§ **Try it**
Compute how many lines in the data below hold the word "strokeStyle", then report that number with nothing else.

- - - - -

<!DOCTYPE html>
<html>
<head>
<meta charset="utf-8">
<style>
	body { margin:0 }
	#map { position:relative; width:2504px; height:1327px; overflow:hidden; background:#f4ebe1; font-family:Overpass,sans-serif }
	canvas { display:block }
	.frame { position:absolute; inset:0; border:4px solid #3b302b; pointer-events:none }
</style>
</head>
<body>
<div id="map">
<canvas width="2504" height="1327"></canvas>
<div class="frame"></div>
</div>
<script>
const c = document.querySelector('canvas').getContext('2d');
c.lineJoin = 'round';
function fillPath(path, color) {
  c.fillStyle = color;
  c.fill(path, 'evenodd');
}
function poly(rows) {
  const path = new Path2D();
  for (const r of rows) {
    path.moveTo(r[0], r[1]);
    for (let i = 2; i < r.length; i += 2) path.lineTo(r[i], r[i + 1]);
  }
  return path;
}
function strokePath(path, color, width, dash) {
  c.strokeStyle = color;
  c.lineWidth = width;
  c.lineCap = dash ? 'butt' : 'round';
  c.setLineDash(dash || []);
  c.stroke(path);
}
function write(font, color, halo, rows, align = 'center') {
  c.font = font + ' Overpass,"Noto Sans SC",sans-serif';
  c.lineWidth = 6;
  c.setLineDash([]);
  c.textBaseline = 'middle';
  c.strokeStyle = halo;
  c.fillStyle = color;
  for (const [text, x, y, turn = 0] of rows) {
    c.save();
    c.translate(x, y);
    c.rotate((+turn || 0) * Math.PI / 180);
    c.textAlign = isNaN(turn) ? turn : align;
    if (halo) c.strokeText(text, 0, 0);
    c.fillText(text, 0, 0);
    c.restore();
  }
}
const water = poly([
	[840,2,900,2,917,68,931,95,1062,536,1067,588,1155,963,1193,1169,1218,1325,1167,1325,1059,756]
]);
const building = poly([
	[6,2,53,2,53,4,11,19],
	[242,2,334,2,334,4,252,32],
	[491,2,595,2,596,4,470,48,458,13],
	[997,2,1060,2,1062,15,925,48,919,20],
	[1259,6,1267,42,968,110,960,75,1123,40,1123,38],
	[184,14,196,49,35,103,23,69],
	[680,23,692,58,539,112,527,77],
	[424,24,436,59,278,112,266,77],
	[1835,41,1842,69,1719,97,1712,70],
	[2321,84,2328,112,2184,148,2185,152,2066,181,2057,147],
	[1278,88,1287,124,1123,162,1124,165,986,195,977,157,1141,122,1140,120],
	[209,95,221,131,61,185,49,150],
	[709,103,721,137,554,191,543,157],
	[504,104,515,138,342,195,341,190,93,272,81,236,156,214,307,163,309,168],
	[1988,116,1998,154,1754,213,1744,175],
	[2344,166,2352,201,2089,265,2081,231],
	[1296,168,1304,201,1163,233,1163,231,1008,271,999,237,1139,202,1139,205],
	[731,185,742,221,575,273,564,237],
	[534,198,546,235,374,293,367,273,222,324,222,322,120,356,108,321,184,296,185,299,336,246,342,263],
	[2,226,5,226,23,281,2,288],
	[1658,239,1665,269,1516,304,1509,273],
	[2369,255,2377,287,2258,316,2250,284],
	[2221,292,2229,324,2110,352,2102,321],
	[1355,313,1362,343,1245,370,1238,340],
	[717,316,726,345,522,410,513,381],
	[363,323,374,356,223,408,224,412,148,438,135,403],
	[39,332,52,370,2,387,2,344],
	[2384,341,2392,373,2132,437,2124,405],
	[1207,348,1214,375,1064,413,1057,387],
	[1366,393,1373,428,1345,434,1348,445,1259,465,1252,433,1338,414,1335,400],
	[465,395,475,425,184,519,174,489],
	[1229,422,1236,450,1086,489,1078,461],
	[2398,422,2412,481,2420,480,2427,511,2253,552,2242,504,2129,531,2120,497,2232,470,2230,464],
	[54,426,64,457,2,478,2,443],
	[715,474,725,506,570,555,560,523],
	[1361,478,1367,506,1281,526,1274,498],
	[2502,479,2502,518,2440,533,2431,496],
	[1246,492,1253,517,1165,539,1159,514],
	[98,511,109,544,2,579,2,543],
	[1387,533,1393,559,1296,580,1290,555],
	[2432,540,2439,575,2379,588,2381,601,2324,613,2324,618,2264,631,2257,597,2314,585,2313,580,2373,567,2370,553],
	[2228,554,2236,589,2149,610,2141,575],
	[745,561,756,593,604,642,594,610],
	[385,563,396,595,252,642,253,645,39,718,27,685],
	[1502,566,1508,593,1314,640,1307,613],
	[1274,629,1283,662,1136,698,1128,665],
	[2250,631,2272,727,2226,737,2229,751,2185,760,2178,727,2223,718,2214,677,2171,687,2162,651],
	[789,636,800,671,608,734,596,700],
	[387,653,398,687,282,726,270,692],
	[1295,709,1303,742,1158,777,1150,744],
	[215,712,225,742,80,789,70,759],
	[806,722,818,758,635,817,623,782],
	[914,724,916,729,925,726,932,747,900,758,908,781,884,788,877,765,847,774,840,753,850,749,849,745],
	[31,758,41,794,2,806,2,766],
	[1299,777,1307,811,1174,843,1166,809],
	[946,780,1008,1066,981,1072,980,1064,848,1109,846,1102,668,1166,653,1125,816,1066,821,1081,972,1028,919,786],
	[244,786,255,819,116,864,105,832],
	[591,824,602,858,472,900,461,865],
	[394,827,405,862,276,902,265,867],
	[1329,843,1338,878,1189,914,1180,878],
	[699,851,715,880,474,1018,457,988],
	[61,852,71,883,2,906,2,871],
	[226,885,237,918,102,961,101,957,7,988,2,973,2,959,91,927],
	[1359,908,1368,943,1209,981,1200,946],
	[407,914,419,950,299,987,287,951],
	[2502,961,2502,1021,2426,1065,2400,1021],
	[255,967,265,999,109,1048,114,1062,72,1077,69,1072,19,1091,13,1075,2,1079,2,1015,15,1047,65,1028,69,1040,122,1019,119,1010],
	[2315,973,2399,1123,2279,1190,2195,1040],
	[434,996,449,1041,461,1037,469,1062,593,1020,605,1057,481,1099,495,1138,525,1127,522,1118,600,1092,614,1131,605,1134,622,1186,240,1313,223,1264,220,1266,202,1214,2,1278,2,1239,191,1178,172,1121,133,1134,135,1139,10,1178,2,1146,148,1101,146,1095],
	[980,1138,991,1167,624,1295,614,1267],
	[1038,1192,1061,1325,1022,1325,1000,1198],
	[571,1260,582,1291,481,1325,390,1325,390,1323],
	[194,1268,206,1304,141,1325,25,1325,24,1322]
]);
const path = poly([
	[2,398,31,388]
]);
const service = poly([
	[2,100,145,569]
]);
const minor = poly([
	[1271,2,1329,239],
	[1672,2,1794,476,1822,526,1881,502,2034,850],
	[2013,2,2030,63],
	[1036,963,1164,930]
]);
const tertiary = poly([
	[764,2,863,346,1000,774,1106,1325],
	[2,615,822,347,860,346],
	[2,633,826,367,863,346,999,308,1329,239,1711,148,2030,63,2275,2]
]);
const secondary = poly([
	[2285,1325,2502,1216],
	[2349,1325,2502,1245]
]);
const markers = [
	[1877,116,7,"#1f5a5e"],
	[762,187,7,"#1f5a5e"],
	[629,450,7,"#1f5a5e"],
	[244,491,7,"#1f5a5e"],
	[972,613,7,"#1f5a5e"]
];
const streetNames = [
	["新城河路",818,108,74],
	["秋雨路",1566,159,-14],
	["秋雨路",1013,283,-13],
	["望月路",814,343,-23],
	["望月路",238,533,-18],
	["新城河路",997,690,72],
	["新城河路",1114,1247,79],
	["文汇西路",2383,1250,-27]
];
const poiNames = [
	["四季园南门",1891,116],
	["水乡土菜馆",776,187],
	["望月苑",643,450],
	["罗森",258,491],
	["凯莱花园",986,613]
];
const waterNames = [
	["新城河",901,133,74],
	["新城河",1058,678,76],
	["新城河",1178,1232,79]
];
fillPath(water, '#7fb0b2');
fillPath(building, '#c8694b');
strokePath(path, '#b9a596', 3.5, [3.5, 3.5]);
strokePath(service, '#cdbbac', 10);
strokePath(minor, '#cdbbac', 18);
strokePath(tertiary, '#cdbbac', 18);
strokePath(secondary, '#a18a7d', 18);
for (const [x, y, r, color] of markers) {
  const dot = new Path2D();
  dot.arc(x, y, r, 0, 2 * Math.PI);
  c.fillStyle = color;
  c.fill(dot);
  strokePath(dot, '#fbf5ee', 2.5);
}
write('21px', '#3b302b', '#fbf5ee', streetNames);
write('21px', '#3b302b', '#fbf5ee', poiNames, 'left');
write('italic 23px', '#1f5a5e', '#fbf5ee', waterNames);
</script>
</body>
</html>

- - - - -

§ **The completed task**
2